What the exercise asks:
Drop the pictures, then repeat every record exactly as it stands.
----- Entries provided
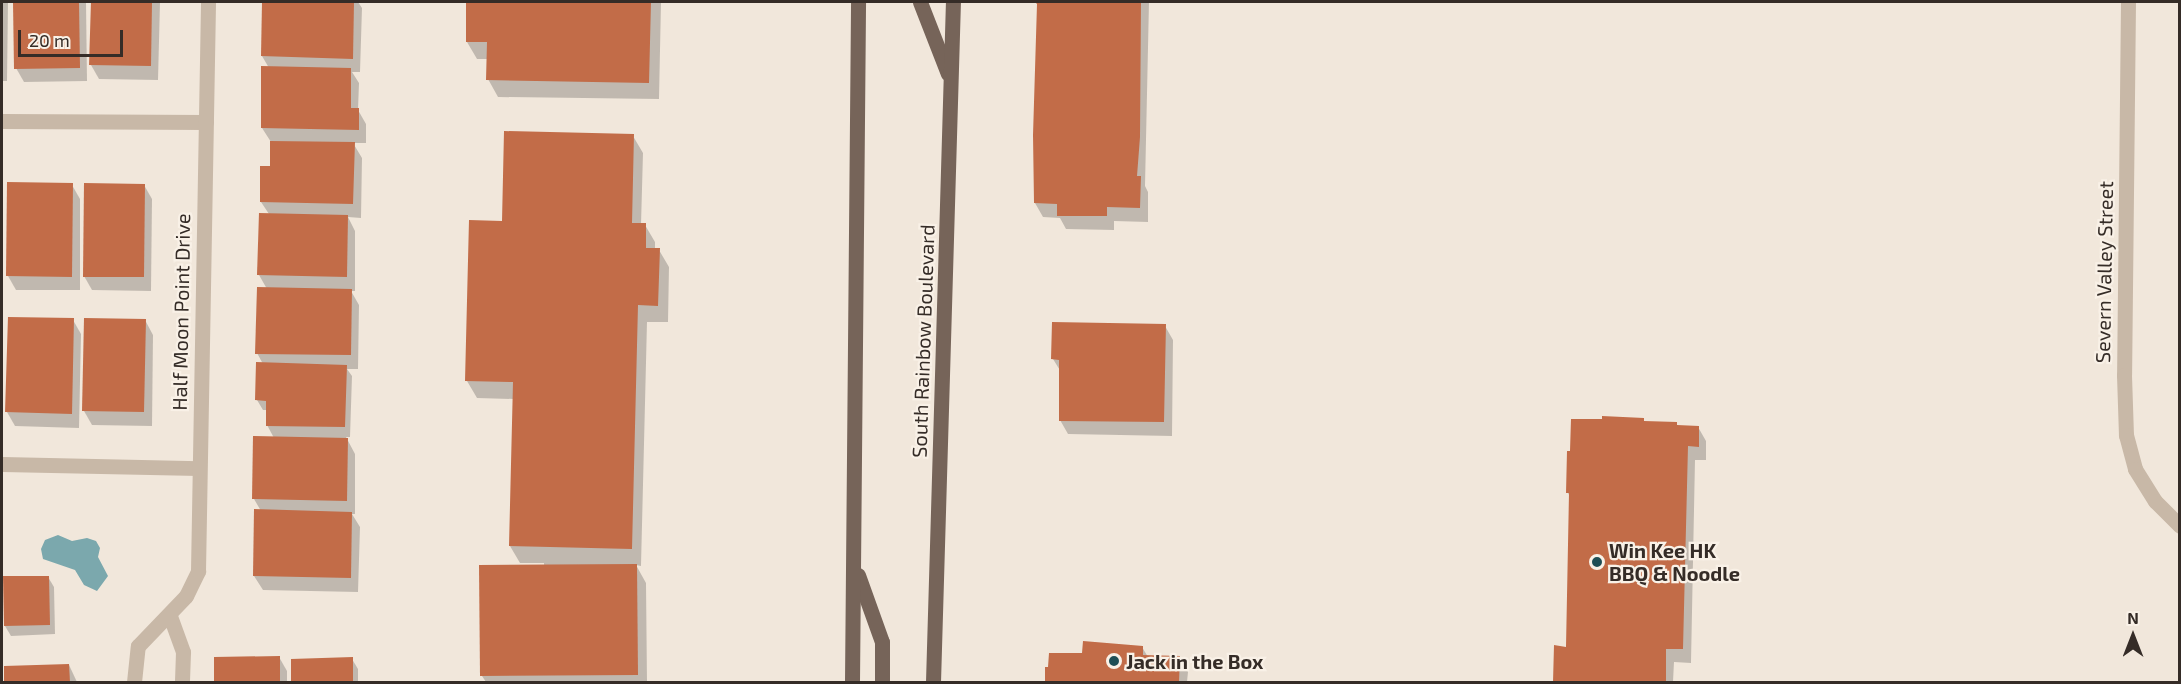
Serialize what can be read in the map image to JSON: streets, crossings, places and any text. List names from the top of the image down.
{
  "streets": {
    "main road": ["South Rainbow Boulevard"],
    "street": ["Severn Valley Street", "Half Moon Point Drive"]
  },
  "places": ["Win Kee HK BBQ & Noodle", "Jack in the Box"],
  "scale_bar": "20 m",
  "north": "top"
}
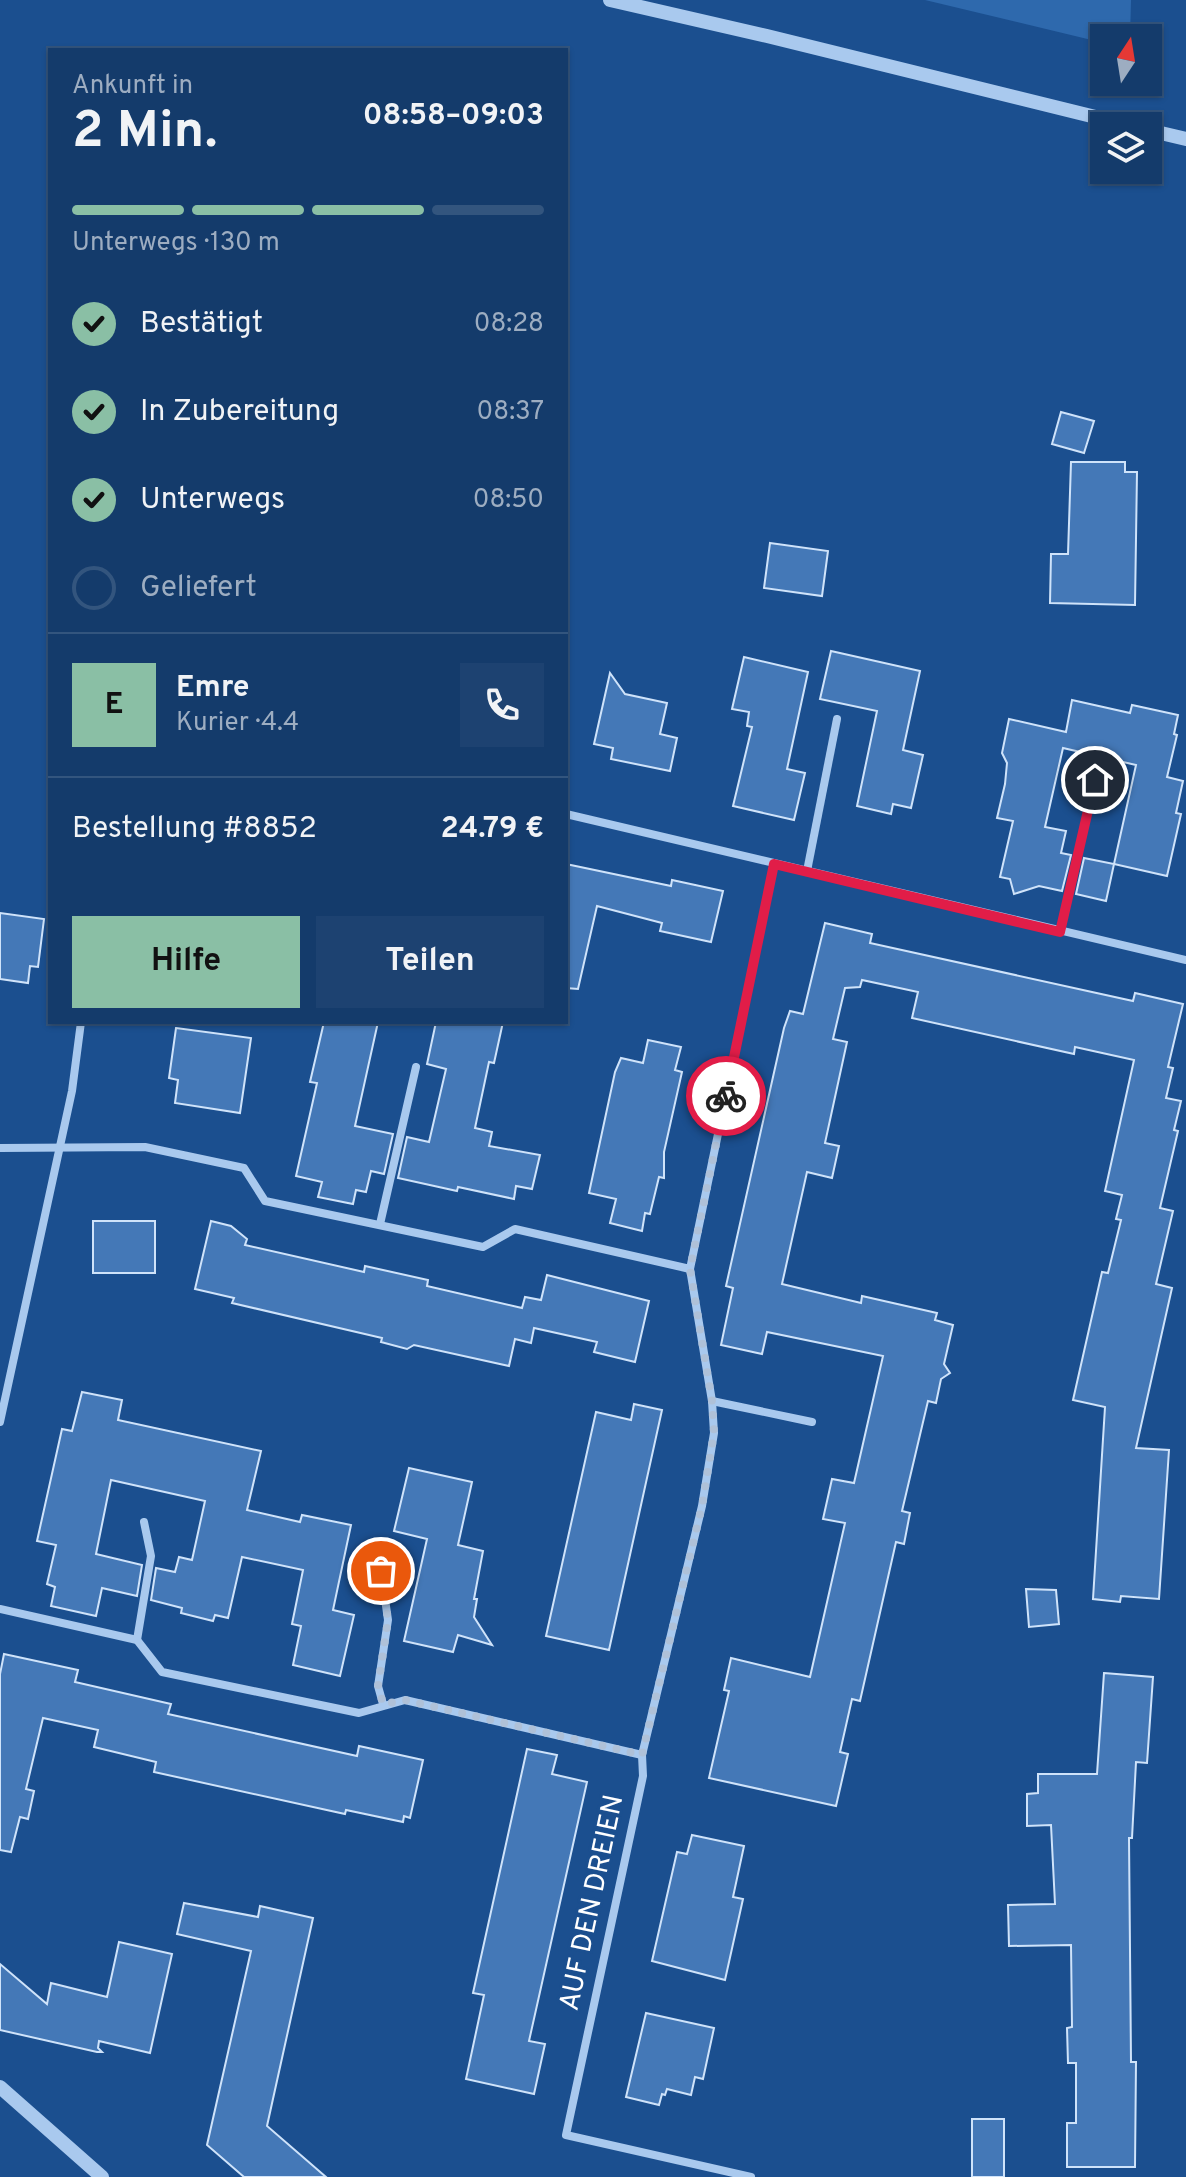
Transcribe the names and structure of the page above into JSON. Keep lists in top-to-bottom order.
{
  "streets": {
    "street": ["AUF DEN DREIEN"]
  },
  "north": "top",
  "page": {
    "heading": ["2 Min.", "Ankunft in", "08:58–09:03"],
    "panel": [
      "Emre",
      "Kurier · 4.4",
      "Bestellung #8852",
      "24.79 €"
    ],
    "bar": "Unterwegs · 130 m",
    "list": [
      ["Bestätigt", "08:28"],
      ["In Zubereitung", "08:37"],
      ["Unterwegs", "08:50"],
      "Geliefert"
    ],
    "round": "E",
    "buttons": ["Hilfe", "Teilen"]
  }
}
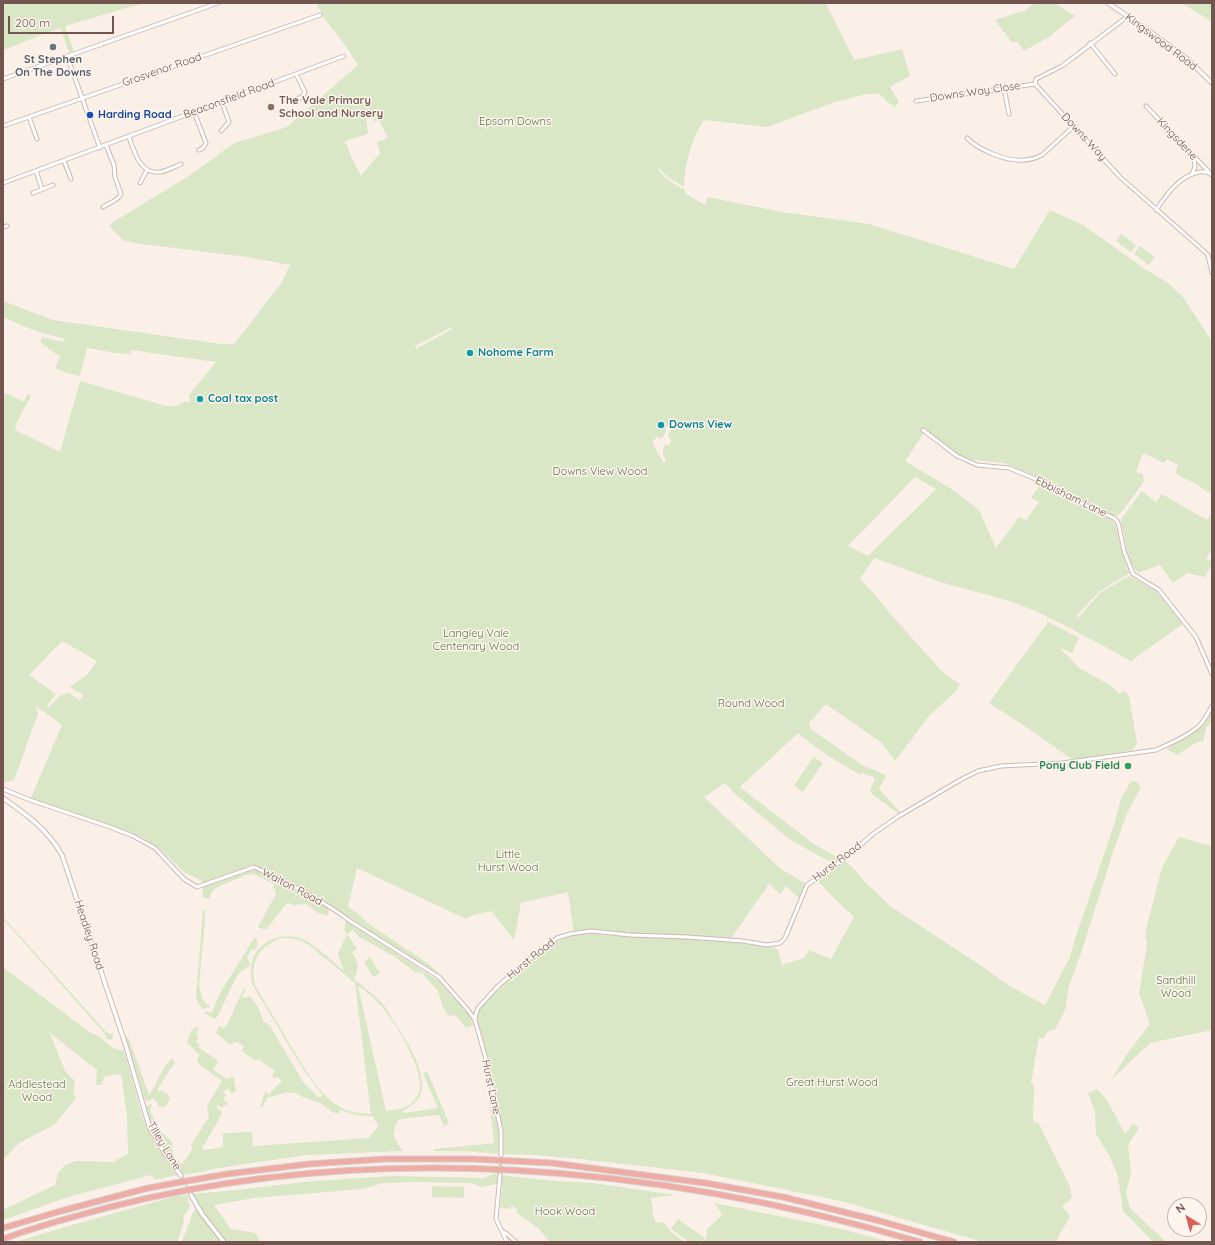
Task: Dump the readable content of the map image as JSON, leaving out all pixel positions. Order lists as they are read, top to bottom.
----------
Response:
Serialize what can be read in the map image to JSON: streets, crossings, places and any text. List names from the top of the image down.
{
  "streets": {
    "main road": ["South Rainbow Boulevard"],
    "street": ["Severn Valley Street", "Half Moon Point Drive"]
  },
  "places": ["Win Kee HK BBQ & Noodle", "Jack in the Box"],
  "scale_bar": "20 m",
  "north": "top"
}
Transcribe the names and structure of the page above into JSON. Keep lists in top-to-bottom order.
{
  "streets": {
    "street": ["AUF DEN DREIEN"]
  },
  "north": "top",
  "page": {
    "heading": ["2 Min.", "Ankunft in", "08:58–09:03"],
    "panel": [
      "Emre",
      "Kurier · 4.4",
      "Bestellung #8852",
      "24.79 €"
    ],
    "bar": "Unterwegs · 130 m",
    "list": [
      ["Bestätigt", "08:28"],
      ["In Zubereitung", "08:37"],
      ["Unterwegs", "08:50"],
      "Geliefert"
    ],
    "round": "E",
    "buttons": ["Hilfe", "Teilen"]
  }
}
Task: Dump the readable content of the map image as JSON, leaving out all pixel positions. Order lists as they are read, top to bottom.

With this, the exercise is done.